* DATASET RECORDS *
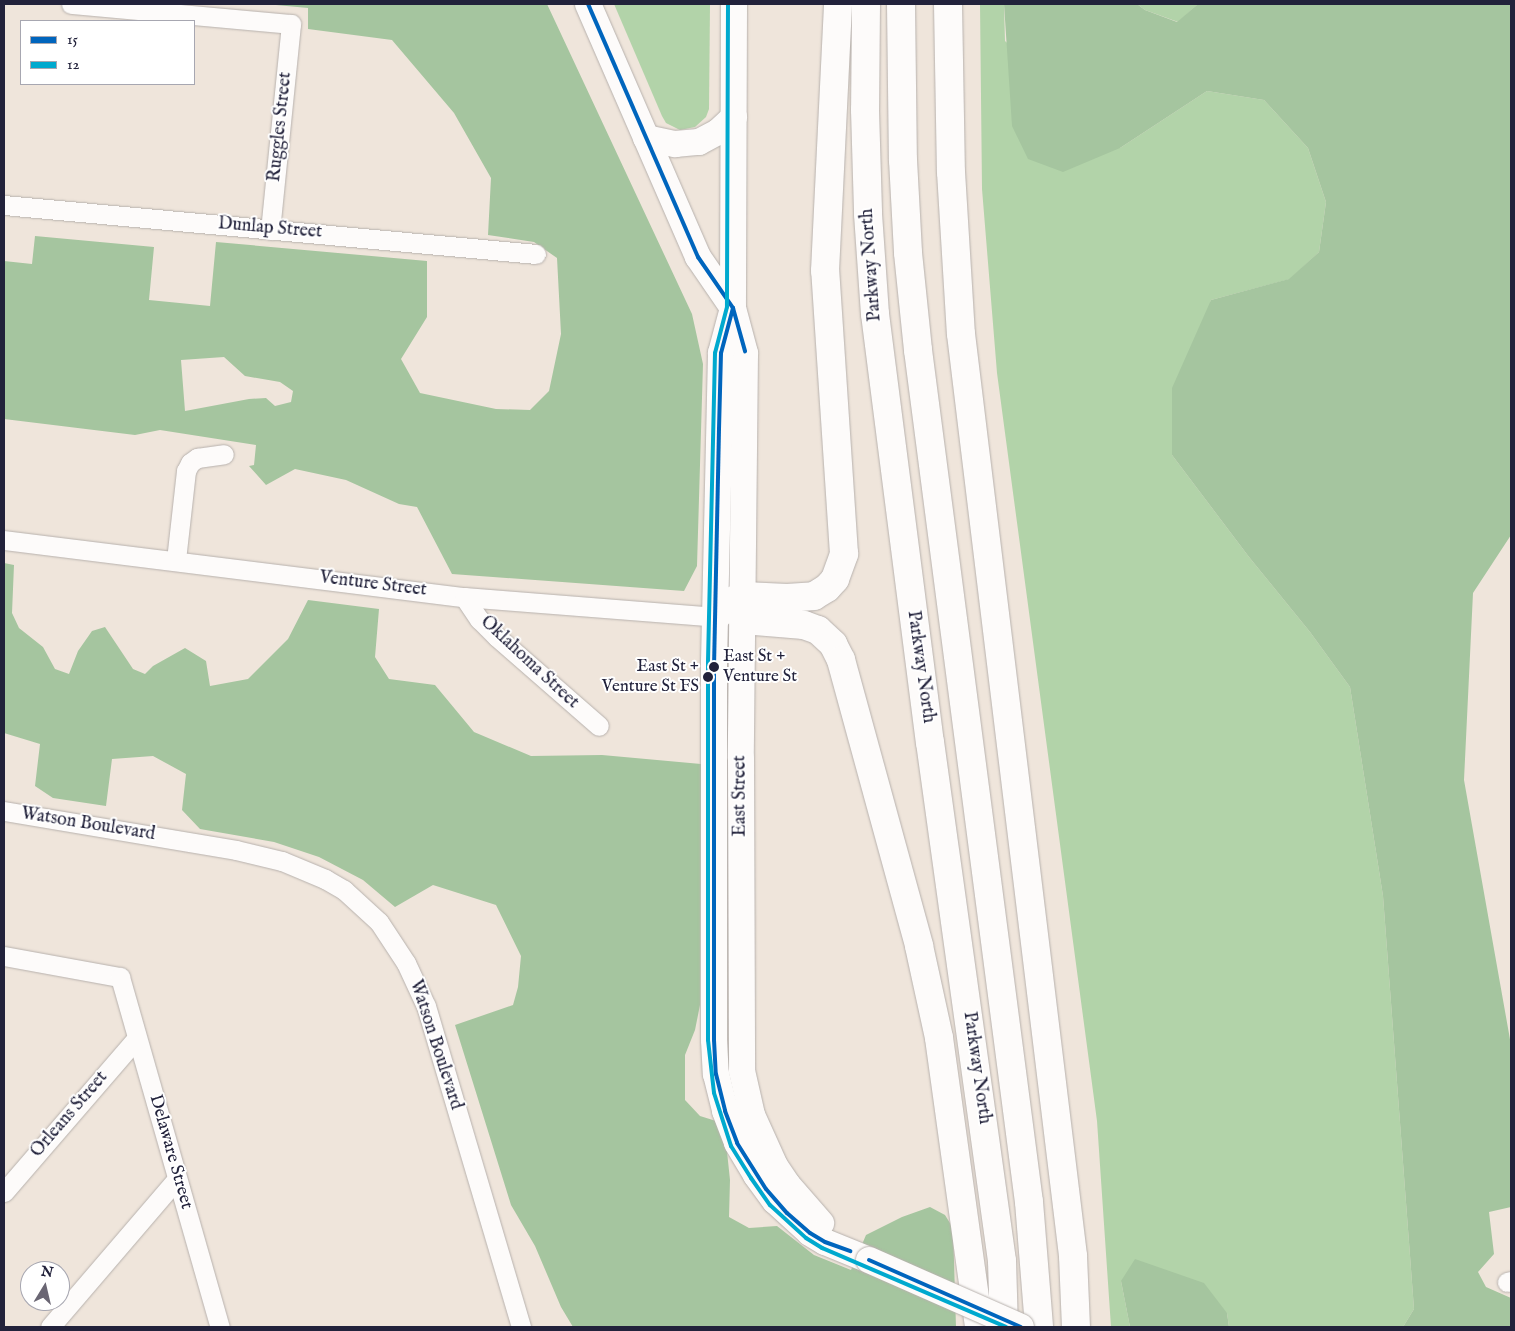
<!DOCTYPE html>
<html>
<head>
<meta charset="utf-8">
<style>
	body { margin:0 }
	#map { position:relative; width:1515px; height:1331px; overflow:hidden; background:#efe5db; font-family:"IM FELL English",serif }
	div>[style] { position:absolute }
	.green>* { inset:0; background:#b2d3a9 }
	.forest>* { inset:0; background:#a5c59f }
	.roads { filter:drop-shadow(0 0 1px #b7b1ad) drop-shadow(0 0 1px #b7b1ad) }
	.street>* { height:19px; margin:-9.5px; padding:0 9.5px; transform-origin:9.5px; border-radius:9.5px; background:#fdfbfa }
	.secondary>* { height:26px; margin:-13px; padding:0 13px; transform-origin:13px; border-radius:13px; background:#fdfbfa }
	.highway>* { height:28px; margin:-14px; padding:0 14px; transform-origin:14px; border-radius:14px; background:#fdfbfa }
	.bridges { filter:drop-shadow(0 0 1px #b7b1ad) drop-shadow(0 0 1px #b7b1ad) }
	.secondary-bridge>* { height:26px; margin:-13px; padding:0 13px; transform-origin:13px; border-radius:13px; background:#fdfbfa }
	.bus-1>* { height:4px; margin:-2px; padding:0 2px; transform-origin:2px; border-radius:2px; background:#0065bd }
	.bus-2>* { height:4px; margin:-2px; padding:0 2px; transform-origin:2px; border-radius:2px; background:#00a9ce }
	.dots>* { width:14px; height:14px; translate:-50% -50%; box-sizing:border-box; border:2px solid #fff; border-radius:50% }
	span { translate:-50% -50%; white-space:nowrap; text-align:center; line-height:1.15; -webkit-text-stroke:4px #fff; paint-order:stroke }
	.bus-label { font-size:17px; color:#22223b }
	.left { translate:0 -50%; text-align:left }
	.right { translate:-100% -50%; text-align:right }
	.street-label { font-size:18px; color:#22223b }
	.frame { position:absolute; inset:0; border:5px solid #22223b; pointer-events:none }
	.legend { position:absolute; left:20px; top:20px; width:175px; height:65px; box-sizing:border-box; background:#fff; border:1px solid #a7a7b1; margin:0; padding:6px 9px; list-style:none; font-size:15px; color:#22223b }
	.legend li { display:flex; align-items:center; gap:10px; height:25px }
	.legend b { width:25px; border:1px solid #a7a7b1 }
	.north { position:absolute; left:20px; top:1261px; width:50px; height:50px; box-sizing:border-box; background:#fff; border:1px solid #a7a7b1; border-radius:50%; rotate:9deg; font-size:14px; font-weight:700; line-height:20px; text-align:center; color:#22223b }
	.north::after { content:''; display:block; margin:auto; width:18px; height:22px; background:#6a6673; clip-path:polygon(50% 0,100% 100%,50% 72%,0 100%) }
</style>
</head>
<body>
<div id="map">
	<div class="green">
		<i style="clip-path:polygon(614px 4px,710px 4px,709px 109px,706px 117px,695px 127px,680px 130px,666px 123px,662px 116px)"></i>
		<i style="clip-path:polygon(980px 4px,1004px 4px,1005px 41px,1120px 148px,1207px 91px,1264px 100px,1308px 148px,1326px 202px,1319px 252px,1290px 279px,1211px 300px,1172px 455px,1249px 557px,1310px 632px,1350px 687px,1383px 896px,1414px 1309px,1403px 1327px,1229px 1327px,1227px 1313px,1121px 1281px,1130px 1327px,1111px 1327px,1097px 1121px,997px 373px,982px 189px)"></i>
		<i style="clip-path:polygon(1137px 4px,1198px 4px,1178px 22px,1145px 10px)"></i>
	</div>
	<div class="forest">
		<i style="clip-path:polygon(evenodd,265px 4px,547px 4px,692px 314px,703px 364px,697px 566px,684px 591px,452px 574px,417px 507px,399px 504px,346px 480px,295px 469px,266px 485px,249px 466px,254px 465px,256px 445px,160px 430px,135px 435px,4px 419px,4px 261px,32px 264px,35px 236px,154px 247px,149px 300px,210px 306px,216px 242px,427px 261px,427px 317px,401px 359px,420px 393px,496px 409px,530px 410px,549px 391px,561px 334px,557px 258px,534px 242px,488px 235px,491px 178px,454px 113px,392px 40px,308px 29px,308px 8px,265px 4px,224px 357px,245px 376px,280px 382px,293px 391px,291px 402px,275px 406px,266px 398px,249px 399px,185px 411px,181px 360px,224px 357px)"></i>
		<i style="clip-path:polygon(1004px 4px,1137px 4px,1145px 10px,1177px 22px,1198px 4px,1511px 4px,1511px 535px,1473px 593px,1464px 780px,1511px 1045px,1511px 1207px,1489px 1212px,1494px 1254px,1478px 1272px,1486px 1287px,1511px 1298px,1511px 1327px,1403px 1327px,1414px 1309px,1383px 896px,1350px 687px,1310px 632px,1249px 557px,1172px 455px,1172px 388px,1211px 300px,1289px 279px,1319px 252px,1326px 202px,1308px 148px,1264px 100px,1207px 91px,1120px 148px,1063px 172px,1028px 159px,1012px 126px)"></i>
		<i style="clip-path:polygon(4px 563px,14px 565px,12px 613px,19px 628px,43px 647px,55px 669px,69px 674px,78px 651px,92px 631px,105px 627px,133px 669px,145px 674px,153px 666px,185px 648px,206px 661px,210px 686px,248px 679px,288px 639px,308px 600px,379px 609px,375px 657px,389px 679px,435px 685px,474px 732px,531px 756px,602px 755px,701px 764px,700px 1005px,695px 1030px,685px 1055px,685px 1100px,700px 1116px,716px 1121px,726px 1142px,730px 1180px,729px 1217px,749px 1228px,777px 1226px,814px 1255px,851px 1270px,866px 1235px,902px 1217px,930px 1207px,945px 1215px,953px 1228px,956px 1327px,573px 1327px,561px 1307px,535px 1246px,511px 1205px,455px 1025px,513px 1005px,518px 987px,521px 956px,496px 905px,433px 885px,395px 907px,363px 880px,319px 857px,274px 842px,200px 829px,182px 810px,186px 774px,153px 756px,112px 759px,106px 806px,53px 798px,35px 786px,40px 744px,4px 733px)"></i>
		<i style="clip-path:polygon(1135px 1259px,1204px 1283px,1227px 1313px,1229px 1327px,1130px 1327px,1121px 1281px)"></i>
	</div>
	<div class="roads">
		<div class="street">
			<i style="left:71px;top:4px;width:221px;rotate:5.2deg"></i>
			<i style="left:291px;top:24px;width:207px;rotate:95.8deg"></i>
			<i style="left:4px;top:205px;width:534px;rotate:5.26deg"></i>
			<i style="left:4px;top:540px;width:464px;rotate:7.1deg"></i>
			<i style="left:464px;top:597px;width:253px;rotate:4.5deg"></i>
			<i style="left:176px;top:560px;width:90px;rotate:-83.6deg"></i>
			<i style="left:186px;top:471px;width:9px;rotate:-63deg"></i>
			<i style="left:190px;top:463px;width:9px;rotate:-36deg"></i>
			<i style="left:197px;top:458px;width:27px;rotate:-8deg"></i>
			<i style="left:464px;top:597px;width:27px;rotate:56deg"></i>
			<i style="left:479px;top:619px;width:25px;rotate:45deg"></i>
			<i style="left:497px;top:637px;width:135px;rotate:41.1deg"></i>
			<i style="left:4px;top:811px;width:235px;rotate:9.5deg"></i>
			<i style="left:236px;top:850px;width:47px;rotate:13.4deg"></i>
			<i style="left:282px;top:861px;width:47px;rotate:22.7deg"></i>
			<i style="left:325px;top:879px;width:22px;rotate:30deg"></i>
			<i style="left:344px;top:890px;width:47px;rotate:42.4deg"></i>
			<i style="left:379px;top:922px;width:49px;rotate:56.6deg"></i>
			<i style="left:406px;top:963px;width:47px;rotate:65.1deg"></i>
			<i style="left:426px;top:1006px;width:335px;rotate:73.5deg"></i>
			<i style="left:4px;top:956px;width:118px;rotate:10.3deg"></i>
			<i style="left:120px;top:977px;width:364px;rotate:74.1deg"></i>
			<i style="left:4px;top:1192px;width:203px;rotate:-49.2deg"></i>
			<i style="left:1507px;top:1282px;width:4px;rotate:-14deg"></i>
			<i style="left:50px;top:1327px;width:195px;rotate:-49.4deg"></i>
		</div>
		<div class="secondary">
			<i style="left:588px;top:4px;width:276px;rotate:66.5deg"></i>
			<i style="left:698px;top:257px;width:62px;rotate:55.5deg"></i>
			<i style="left:733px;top:308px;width:47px;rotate:75.1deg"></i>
			<i style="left:745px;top:353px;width:405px;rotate:90.6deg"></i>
			<i style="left:741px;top:758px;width:313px;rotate:89.8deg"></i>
			<i style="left:742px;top:1071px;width:45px;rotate:77.2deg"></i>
			<i style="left:752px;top:1115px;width:56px;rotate:65.7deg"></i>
			<i style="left:775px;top:1166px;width:22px;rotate:56deg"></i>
			<i style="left:787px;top:1184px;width:52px;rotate:48.9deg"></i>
			<i style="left:734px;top:4px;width:304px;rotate:90.2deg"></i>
			<i style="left:733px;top:308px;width:47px;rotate:104.9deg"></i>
			<i style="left:721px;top:353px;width:310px;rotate:91.3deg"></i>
			<i style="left:714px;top:663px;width:377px;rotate:90deg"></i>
			<i style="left:714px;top:1040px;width:34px;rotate:87deg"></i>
			<i style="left:716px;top:1074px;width:38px;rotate:76deg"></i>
			<i style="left:725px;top:1111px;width:34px;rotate:69deg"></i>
			<i style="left:737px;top:1143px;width:37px;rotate:59deg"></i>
			<i style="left:756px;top:1175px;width:32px;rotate:54deg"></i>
			<i style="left:775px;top:1201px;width:47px;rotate:42.4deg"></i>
			<i style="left:810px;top:1233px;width:17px;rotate:31deg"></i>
			<i style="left:825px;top:1242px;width:48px;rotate:22.2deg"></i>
			<i style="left:646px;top:138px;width:30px;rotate:12deg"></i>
			<i style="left:675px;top:144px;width:24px;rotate:-5deg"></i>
			<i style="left:699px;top:142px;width:21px;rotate:-28deg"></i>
			<i style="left:718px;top:132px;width:22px;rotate:-43deg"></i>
		</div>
		<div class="highway">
			<i style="left:866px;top:4px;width:106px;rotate:90.5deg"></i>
			<i style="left:865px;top:110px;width:104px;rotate:88.3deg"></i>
			<i style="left:868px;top:214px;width:100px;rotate:86deg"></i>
			<i style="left:875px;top:314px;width:432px;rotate:82.7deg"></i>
			<i style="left:930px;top:742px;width:524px;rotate:82.1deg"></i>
			<i style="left:1002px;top:1261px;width:66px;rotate:88.3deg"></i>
			<i style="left:901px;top:4px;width:156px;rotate:89.3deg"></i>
			<i style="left:903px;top:160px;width:93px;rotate:86.9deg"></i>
			<i style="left:908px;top:253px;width:98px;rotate:84.1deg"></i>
			<i style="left:918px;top:350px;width:859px;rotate:82.58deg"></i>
			<i style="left:1029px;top:1202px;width:125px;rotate:85.4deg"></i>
			<i style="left:948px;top:4px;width:168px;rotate:89deg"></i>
			<i style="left:951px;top:172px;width:162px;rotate:86.5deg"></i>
			<i style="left:961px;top:334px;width:929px;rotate:83.07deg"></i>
			<i style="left:1073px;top:1256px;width:71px;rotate:87.6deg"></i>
			<i style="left:716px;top:617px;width:20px;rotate:-49deg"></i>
			<i style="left:729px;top:602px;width:16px;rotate:-22deg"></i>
			<i style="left:744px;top:596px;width:43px;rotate:2.7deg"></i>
			<i style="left:787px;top:598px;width:27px;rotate:-4deg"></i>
			<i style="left:814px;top:596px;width:15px;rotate:-32deg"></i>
			<i style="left:827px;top:588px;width:12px;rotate:-48deg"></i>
			<i style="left:835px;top:579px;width:27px;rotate:-70deg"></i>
			<i style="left:844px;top:554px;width:284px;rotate:-93.8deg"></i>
			<i style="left:825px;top:271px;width:267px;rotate:-87.2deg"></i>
			<i style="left:743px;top:620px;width:61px;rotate:4.7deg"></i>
			<i style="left:804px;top:625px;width:15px;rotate:20deg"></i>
			<i style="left:818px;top:630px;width:21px;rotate:43deg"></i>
			<i style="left:833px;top:644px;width:18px;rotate:63deg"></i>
			<i style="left:841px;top:660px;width:296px;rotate:74.7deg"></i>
			<i style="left:919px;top:946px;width:94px;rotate:77.7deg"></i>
			<i style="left:939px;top:1038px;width:292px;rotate:82.1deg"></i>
		</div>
	</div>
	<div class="bridges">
		<div class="secondary-bridge">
			<i style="left:869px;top:1260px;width:166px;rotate:23.8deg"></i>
		</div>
	</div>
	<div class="bus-1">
		<i style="left:588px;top:4px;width:276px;rotate:66.5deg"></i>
		<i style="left:698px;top:257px;width:62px;rotate:55.5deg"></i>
		<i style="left:733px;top:308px;width:45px;rotate:74.4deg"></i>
		<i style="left:733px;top:308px;width:47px;rotate:104.9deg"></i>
		<i style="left:721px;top:353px;width:76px;rotate:91.5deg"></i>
		<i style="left:719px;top:429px;width:234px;rotate:91.2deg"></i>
		<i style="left:714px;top:663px;width:377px;rotate:90deg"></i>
		<i style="left:714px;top:1040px;width:34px;rotate:87deg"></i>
		<i style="left:716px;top:1074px;width:38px;rotate:76deg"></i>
		<i style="left:725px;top:1111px;width:34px;rotate:69deg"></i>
		<i style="left:737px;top:1143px;width:54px;rotate:57.8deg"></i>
		<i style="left:766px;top:1189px;width:32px;rotate:49deg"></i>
		<i style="left:787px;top:1213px;width:30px;rotate:41deg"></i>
		<i style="left:810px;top:1233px;width:17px;rotate:31deg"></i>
		<i style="left:825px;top:1242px;width:27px;rotate:20deg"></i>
		<i style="left:869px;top:1260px;width:166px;rotate:23.8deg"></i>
	</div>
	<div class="bus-2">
		<i style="left:728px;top:4px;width:303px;rotate:90.2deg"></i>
		<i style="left:727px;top:307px;width:48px;rotate:104.6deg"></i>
		<i style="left:715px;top:353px;width:310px;rotate:91.3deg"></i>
		<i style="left:708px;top:663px;width:377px;rotate:90deg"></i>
		<i style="left:708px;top:1040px;width:53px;rotate:83.5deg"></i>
		<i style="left:714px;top:1093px;width:56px;rotate:72.2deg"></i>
		<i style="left:731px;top:1146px;width:38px;rotate:58deg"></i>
		<i style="left:751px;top:1178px;width:33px;rotate:55deg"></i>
		<i style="left:770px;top:1205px;width:49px;rotate:42.5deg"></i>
		<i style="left:806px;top:1238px;width:19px;rotate:32deg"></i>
		<i style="left:822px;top:1248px;width:200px;rotate:23.2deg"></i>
	</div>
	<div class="dots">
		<i style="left:714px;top:667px;background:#22223b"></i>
		<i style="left:708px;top:677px;background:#22223b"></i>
	</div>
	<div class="bus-label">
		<span class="left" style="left:723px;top:667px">East St +<br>Venture St</span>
		<span class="right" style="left:699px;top:677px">East St +<br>Venture St FS</span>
	</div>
	<div class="street-label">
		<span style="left:281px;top:127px;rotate:-84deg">Ruggles Street</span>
		<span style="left:270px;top:229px;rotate:5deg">Dunlap Street</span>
		<span style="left:872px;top:265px;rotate:-94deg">Parkway North</span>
		<span style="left:373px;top:585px;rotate:7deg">Venture Street</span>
		<span style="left:529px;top:663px;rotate:43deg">Oklahoma Street</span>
		<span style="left:920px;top:667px;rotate:82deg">Parkway North</span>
		<span style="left:741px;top:796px;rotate:-90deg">East Street</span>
		<span style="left:88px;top:825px;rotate:9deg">Watson Boulevard</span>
		<span style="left:435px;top:1045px;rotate:72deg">Watson Boulevard</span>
		<span style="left:976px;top:1068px;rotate:82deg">Parkway North</span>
		<span style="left:70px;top:1115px;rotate:-49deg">Orleans Street</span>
		<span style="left:170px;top:1152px;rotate:74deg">Delaware Street</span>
	</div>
	<div class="frame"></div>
	<ul class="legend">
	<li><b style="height:6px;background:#0065bd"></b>15</li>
	<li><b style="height:6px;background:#00a9ce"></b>12</li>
	</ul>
	<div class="north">N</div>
</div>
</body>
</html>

* WHAT IS REQUIRED *
Each line from the top of the material through the line containing "display:flex; align-items:center; gap:10px;" should be reproduced exactly; please drop any images.

* RESULT *
<!DOCTYPE html>
<html>
<head>
<meta charset="utf-8">
<style>
	body { margin:0 }
	#map { position:relative; width:1515px; height:1331px; overflow:hidden; background:#efe5db; font-family:"IM FELL English",serif }
	div>[style] { position:absolute }
	.green>* { inset:0; background:#b2d3a9 }
	.forest>* { inset:0; background:#a5c59f }
	.roads { filter:drop-shadow(0 0 1px #b7b1ad) drop-shadow(0 0 1px #b7b1ad) }
	.street>* { height:19px; margin:-9.5px; padding:0 9.5px; transform-origin:9.5px; border-radius:9.5px; background:#fdfbfa }
	.secondary>* { height:26px; margin:-13px; padding:0 13px; transform-origin:13px; border-radius:13px; background:#fdfbfa }
	.highway>* { height:28px; margin:-14px; padding:0 14px; transform-origin:14px; border-radius:14px; background:#fdfbfa }
	.bridges { filter:drop-shadow(0 0 1px #b7b1ad) drop-shadow(0 0 1px #b7b1ad) }
	.secondary-bridge>* { height:26px; margin:-13px; padding:0 13px; transform-origin:13px; border-radius:13px; background:#fdfbfa }
	.bus-1>* { height:4px; margin:-2px; padding:0 2px; transform-origin:2px; border-radius:2px; background:#0065bd }
	.bus-2>* { height:4px; margin:-2px; padding:0 2px; transform-origin:2px; border-radius:2px; background:#00a9ce }
	.dots>* { width:14px; height:14px; translate:-50% -50%; box-sizing:border-box; border:2px solid #fff; border-radius:50% }
	span { translate:-50% -50%; white-space:nowrap; text-align:center; line-height:1.15; -webkit-text-stroke:4px #fff; paint-order:stroke }
	.bus-label { font-size:17px; color:#22223b }
	.left { translate:0 -50%; text-align:left }
	.right { translate:-100% -50%; text-align:right }
	.street-label { font-size:18px; color:#22223b }
	.frame { position:absolute; inset:0; border:5px solid #22223b; pointer-events:none }
	.legend { position:absolute; left:20px; top:20px; width:175px; height:65px; box-sizing:border-box; background:#fff; border:1px solid #a7a7b1; margin:0; padding:6px 9px; list-style:none; font-size:15px; color:#22223b }
	.legend li { display:flex; align-items:center; gap:10px; height:25px }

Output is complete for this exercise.